Sunday, October 7, 2012

The Beginning Is Always The Hardest.


This is really a quote just right for me. As for now. New beginning in Perdana University. Started 2 weeks of lecture. New friends new lecturers new environment and all. I am so not good in adapting and I realise I always not happy when I come into a new environment. Why is it so? Is time going to be the factor that change everything after the beginning?

I am always very proud of myself as a Chinese. I mean, I think as a Chinese, it is very not right that you do not know how to speak and write Chinese at all. I feel that it is a shame. But recently I just realise that this perception may be wrong. Speaking English well is far more cool. Or maybe in medical profession. My only advantage in language has lost.
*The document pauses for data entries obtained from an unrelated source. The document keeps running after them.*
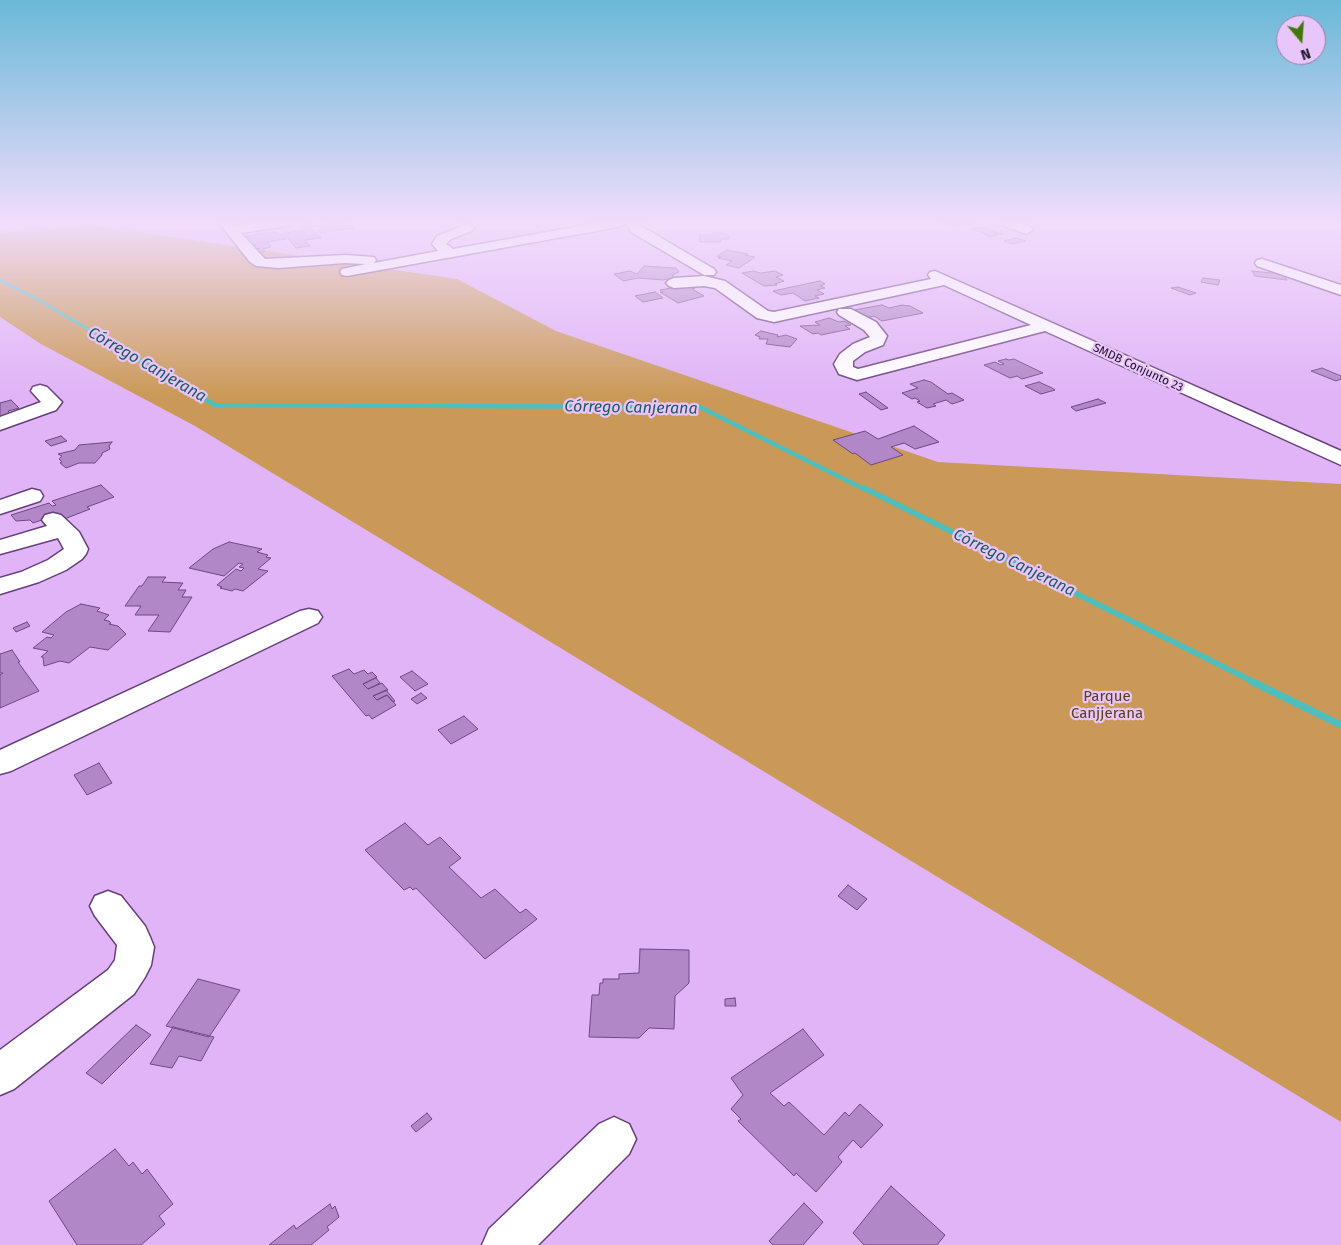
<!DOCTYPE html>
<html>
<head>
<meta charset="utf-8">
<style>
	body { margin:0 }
	#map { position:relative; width:1341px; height:1245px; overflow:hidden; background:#e0b4f7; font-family:"Fira Sans",sans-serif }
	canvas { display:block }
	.north { position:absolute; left:1276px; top:15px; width:50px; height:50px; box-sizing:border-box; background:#e8c5fb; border:1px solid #997ea8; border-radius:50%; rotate:162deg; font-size:14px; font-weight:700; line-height:20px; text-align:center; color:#23132b }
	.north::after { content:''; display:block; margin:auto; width:18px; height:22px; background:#437807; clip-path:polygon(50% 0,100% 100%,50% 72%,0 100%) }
</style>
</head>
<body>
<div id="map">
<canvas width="1341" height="1245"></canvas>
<div class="north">N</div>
</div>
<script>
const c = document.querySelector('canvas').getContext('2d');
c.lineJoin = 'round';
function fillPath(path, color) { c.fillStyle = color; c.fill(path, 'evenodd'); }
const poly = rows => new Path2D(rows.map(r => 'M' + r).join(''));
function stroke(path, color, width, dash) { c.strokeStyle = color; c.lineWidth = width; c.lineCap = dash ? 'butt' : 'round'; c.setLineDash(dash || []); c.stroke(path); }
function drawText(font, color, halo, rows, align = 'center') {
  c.font = font + ' "Fira Sans",sans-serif'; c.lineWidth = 4.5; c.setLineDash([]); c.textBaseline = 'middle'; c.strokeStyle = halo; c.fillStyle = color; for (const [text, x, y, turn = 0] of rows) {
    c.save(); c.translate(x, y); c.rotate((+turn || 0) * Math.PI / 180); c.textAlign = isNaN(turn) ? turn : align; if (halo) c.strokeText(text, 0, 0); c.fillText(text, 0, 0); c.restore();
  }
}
fillPath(poly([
	[91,225,457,279,556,331,938,462,1341,484,1341,1122,195,426,41,344,0,317,0,233]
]), '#ca9957');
stroke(poly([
	[0,280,39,300,106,340]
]), '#4ebfbd', 3);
stroke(poly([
	[104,339,215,405,700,407,866,490]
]), '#4ebfbd', 4.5);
stroke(poly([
	[864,488,1254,682]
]), '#4ebfbd', 5.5);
stroke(poly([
	[1251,681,1341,725]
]), '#4ebfbd', 7);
const building = poly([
	[301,223,311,223,309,224,321,238,305,240,310,246,296,248,283,233,306,230,301,223],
	[334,223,347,223,354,228,320,233,318,230,322,230,319,226,314,226,334,223],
	[941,223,960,224,976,223,953,227,941,223],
	[984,227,995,232,1003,234,994,234,997,235,990,237,985,234,987,234,972,229,984,227],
	[273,232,282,234,286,239,267,242,271,247,263,249,265,251,259,253,257,250,260,248,256,249,254,245,256,245,247,236,273,232],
	[713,233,726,233,730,237,729,239,721,239,721,242,700,242,699,235,711,235,713,233],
	[1017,238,1026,241,1012,244,1004,241,1017,238],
	[727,250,748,254,745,255,755,257,739,268,726,265,732,261,718,258,721,257,717,256,727,250],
	[644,266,676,268,679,272,672,275,674,278,663,280,638,278,623,281,614,274,630,271,637,274,644,266],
	[753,271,761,273,775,271,783,275,776,277,784,281,775,284,777,285,764,286,742,273,753,271],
	[1252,271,1282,274,1287,280,1255,276,1252,271],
	[1203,278,1220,280,1218,285,1201,282,1203,278],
	[820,281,825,284,820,286,825,288,817,290,824,294,815,296,819,298,805,301,793,293,781,295,773,291,820,281],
	[689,285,695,288,692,289,704,296,678,303,660,292,663,292,660,290,689,285],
	[1178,287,1196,293,1190,295,1171,288,1178,287],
	[655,292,663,298,643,302,635,296,655,292],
	[882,305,889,308,902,305,910,306,923,313,882,321,874,316,867,318,854,310,882,305],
	[829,318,839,322,844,321,851,325,845,326,850,329,821,335,818,333,813,334,800,326,820,325,815,322,829,318],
	[761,331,778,335,777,337,786,335,797,339,790,347,766,344,768,339,759,339,760,337,755,335,761,331],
	[1006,359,1009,360,1014,359,1043,373,1022,379,1017,376,1010,378,984,365,995,362,1001,365,1004,364,998,361,1006,359],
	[1322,368,1341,376,1341,379,1336,381,1311,371,1322,368],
	[924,380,931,382,948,394,952,393,964,400,952,404,946,400,933,404,936,406,927,408,917,402,920,401,915,398,912,399,902,393,918,388,910,384,924,380],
	[1039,382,1052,388,1055,390,1041,394,1025,386,1039,382],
	[866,392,888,408,881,410,859,394,866,392],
	[1098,399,1106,403,1076,411,1071,407,1098,399],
	[11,400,19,408,8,411,13,416,0,420,0,403,11,400],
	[914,426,939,442,915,449,904,443,891,447,903,455,871,465,855,453,853,454,833,440,865,431,878,439,914,426],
	[61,436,67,441,51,446,45,441,61,436],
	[112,442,109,446,110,449,102,453,102,455,95,463,79,463,66,468,60,463,62,462,59,459,62,456,58,454,75,450,79,445,112,442],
	[101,485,114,497,87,507,90,509,62,520,57,515,33,523,30,520,16,521,11,515,49,503,52,506,56,505,52,501,101,485],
	[229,542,262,549,257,552,268,555,266,557,271,558,258,569,268,571,243,591,235,589,232,591,220,588,222,587,217,585,236,569,241,571,244,568,239,567,243,564,239,563,224,576,189,568,213,549,229,542],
	[148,577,166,577,162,582,183,583,178,590,186,590,182,597,192,597,170,632,148,631,159,615,135,615,141,606,125,606,139,586,142,586,148,577],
	[81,604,100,608,97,611,109,615,104,620,109,621,111,623,109,624,118,626,126,634,108,650,90,647,69,663,60,661,44,666,43,657,41,657,48,651,33,648,47,637,51,638,54,635,42,632,66,612,81,604],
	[27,622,30,626,16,632,13,628,27,622],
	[12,650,20,662,18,662,39,691,0,708,0,675,3,673,0,673,0,654,12,650],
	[349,669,354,674,364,670,368,674,372,672,377,677,363,684,368,689,382,683,388,690,373,696,377,700,387,695,396,705,372,719,369,715,366,716,332,676,349,669],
	[412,671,428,684,415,691,400,677,412,671],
	[376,678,380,683,368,689,363,684,376,678],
	[386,690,395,701,393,702,387,695,377,700,373,696,386,690],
	[421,693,427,698,417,704,411,699,421,693],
	[464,716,478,729,451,744,438,730,464,716],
	[99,763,112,783,87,795,74,775,99,763],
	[405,823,428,845,440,837,461,858,449,867,481,898,495,889,520,913,526,909,537,919,485,959,416,888,413,890,410,887,404,890,365,850,405,823],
	[848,885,867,899,857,910,838,896,848,885],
	[640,949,689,950,689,983,675,996,674,1029,649,1028,639,1038,589,1037,592,995,599,995,600,983,603,983,603,979,619,979,619,974,639,973,640,949],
	[198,979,240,990,209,1037,166,1026,198,979],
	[735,998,736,1006,725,1006,725,999,735,998],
	[136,1025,151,1035,102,1084,86,1073,136,1025],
	[173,1027,214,1037,201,1061,179,1056,172,1068,150,1064,173,1027],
	[803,1029,824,1055,770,1093,784,1106,789,1102,824,1135,845,1112,849,1116,860,1104,883,1125,861,1148,853,1140,838,1157,842,1162,816,1192,796,1173,794,1176,738,1121,741,1119,731,1109,743,1095,731,1078,803,1029],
	[427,1113,432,1119,416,1132,411,1126,427,1113],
	[115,1149,129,1166,133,1162,142,1174,147,1169,173,1204,159,1216,165,1224,141,1245,77,1245,49,1201,115,1149],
	[891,1186,945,1235,937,1245,864,1245,853,1233,891,1186],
	[804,1203,823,1222,803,1245,773,1245,769,1241,804,1203],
	[330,1204,332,1209,335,1206,339,1217,327,1227,329,1230,311,1245,269,1245,294,1225,296,1229,330,1204]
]);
fillPath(building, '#b187c7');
stroke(building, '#6f4883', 1);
const minor = poly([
	[219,223,233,223,235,226,253,223,287,223,285,226,280,227,241,233,265,259,345,255,374,257,376,260,374,263,438,251,432,244,437,236,467,224,474,228,472,231,451,239,446,244,453,249,597,223,625,223,618,227,347,276,342,275,340,272,342,269,366,264,345,263,278,268,256,266,250,262,219,223],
	[626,223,640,223,641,226,714,269,716,272,714,275,704,275,631,232,626,223],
	[1002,223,1020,223,1031,227,1033,230,1026,234,1004,226,1002,223],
	[1262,259,1341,285,1341,295,1257,266,1255,263,1257,260,1262,259],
	[935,271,1341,451,1341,465,1045,331,857,380,839,374,834,364,840,354,853,344,870,337,864,330,839,315,837,312,839,309,851,309,876,322,887,336,883,345,865,352,853,361,853,367,858,369,1031,325,944,285,774,322,757,318,715,288,704,286,674,288,669,286,666,283,669,280,674,278,704,276,725,281,768,311,774,312,931,279,928,275,930,272,935,271],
	[40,385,47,387,62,402,56,410,0,430,0,417,41,402,31,391,33,387,40,385],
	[32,489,40,491,43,496,40,501,0,514,0,500,32,489],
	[53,513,61,515,79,532,88,549,86,554,82,559,66,570,39,582,0,594,0,578,21,572,48,560,64,549,58,538,0,554,0,540,47,526,42,520,45,515,53,513],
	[309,609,318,611,322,617,318,623,11,771,0,774,0,750,300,611,309,609],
	[108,891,121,896,145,926,150,937,154,947,151,965,145,977,134,994,14,1089,0,1095,0,1050,108,970,115,960,117,945,95,916,90,906,95,896,108,891],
	[614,1117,629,1124,636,1139,629,1154,538,1245,482,1245,489,1229,599,1124,614,1117]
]);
stroke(minor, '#67407b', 3);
fillPath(minor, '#fff');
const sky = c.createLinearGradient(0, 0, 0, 397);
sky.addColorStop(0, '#6ab8d7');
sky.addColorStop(0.56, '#f1ddfb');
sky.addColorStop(1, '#f1ddfb00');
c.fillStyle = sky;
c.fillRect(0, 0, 1341, 397);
drawText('12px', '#23132b', '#e8c5fb', [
	["SMDB Conjunto 23",1138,368,25]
]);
drawText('15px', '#583e1a', '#e8c5fb', [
	["Parque",1107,697],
	["Canjjerana",1107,714]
]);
drawText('italic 16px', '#1d5c5b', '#e8c5fb', [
	["Córrego Canjerana",147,365,30],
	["Córrego Canjerana",631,408,1],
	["Córrego Canjerana",1014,563,26]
]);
</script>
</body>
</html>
And so do my only confidence left.

I don't understand why people can nod their heads during lecture when the lecturers were obviously talking craps. I don't understand why people must wear like they are going to party when they are going to a medical school. I even don't understand why couples must text at all times.

I do not want to be how I am right now after a few months. I am expecting some changes in me. At least a stronger me. I have always been telling this to myself for dont know how many times but I am still the weak me. The only person that can help me regain my strength and confidence has gone. You have forgotten what I have said, that you are the source of my confidence.

Time for me to conquer the Anatomy Book. Bye people.